Sunday, 29 May 2016
Last updated 1 day ago
Apr 5 2011 | 11:25am ET
JPMorgan Chase is looking to settle a regulatory investigation that parallels the Securities and Exchange Commission's case against Goldman Sachs last year.
As with the Goldman case, the SEC's probe of JPMorgan deals with its structuring and marketing of collateralized debt obligations. And as with the Goldman case, that structuring and marketing was allegedly done on behalf of a hedge fund, Goldman for Paulson & Co., JPMorgan for Magnetar Capital.

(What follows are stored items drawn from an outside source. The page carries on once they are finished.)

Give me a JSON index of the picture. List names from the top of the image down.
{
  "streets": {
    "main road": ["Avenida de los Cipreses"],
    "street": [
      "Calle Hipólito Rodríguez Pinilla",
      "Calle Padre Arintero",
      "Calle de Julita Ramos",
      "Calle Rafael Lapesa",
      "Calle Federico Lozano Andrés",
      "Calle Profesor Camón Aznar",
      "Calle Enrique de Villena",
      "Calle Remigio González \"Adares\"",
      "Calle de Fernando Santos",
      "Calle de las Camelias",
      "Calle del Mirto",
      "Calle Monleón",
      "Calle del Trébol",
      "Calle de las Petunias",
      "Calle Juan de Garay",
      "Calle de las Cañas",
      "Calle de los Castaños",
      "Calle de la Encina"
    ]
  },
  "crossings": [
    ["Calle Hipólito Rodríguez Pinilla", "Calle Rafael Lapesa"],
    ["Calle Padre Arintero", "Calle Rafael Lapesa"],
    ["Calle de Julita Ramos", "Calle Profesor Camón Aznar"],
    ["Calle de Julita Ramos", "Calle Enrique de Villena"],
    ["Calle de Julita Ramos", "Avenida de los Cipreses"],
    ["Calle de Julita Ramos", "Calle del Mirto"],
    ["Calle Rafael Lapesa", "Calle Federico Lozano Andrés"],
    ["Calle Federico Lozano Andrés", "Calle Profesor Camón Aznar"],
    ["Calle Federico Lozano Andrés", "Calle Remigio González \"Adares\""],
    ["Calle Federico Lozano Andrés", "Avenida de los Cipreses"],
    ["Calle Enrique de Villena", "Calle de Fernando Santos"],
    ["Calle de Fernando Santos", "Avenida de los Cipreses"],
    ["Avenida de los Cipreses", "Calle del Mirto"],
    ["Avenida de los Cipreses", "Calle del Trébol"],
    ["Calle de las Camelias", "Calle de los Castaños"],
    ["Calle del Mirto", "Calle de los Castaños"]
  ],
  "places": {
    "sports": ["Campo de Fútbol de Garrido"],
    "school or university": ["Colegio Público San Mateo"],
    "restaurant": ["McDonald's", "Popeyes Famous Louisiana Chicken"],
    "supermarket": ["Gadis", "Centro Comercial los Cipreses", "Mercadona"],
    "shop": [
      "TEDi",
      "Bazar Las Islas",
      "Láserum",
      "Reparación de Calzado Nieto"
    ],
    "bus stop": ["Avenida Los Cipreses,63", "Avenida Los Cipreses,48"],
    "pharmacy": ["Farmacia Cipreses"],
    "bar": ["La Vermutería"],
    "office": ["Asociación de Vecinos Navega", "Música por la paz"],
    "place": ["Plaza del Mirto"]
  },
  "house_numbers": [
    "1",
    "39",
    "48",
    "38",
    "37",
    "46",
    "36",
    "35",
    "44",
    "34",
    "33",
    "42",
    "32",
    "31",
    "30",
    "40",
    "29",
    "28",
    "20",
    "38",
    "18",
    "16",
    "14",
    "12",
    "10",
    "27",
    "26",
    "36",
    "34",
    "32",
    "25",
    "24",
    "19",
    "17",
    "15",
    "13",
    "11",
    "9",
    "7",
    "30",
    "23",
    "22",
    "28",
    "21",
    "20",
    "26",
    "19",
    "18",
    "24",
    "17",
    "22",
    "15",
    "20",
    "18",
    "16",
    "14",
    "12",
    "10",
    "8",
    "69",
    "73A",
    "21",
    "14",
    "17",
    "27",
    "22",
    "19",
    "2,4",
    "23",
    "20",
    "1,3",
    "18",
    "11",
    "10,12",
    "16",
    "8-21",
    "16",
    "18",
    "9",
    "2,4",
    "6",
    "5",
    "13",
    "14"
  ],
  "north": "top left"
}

But unlike in the Goldman case, which was settled for $550 million only after the SEC filed a lawsuit, JPMorgan would apparently like to put the matter to bed before any formal allegations are made. The bank is in settlement talks that could produce a deal within weeks, the Financial Times reports.
What such a deal would look like is unclear; the SEC has been inquiring as to whether JPMorgan misled investors in a $1.1 billion CDO called "Squared." Magnetar plays the role of Paulson, with the regulator believing that the hedge fund had a hand in picking the mortgage-backed securities that went into the CDO without JPMorgan telling investors about it.
Magnetar has denied it played a decisive role in building the CDO, on which JPMorgan would lose some $880 million. Nor has the hedge fund been accused of any wrongoing.
Separately, the SEC this week warned Wachovia Corp., which was acquired two years about by Wells Fargo & Co., that it will likely face civil charges stemming from its own sale of CDOs. Unlike the Goldman and JPMorgan cases, however, hedge funds do not appear involved; the regulator instead believes that Wachovia overpriced the securities.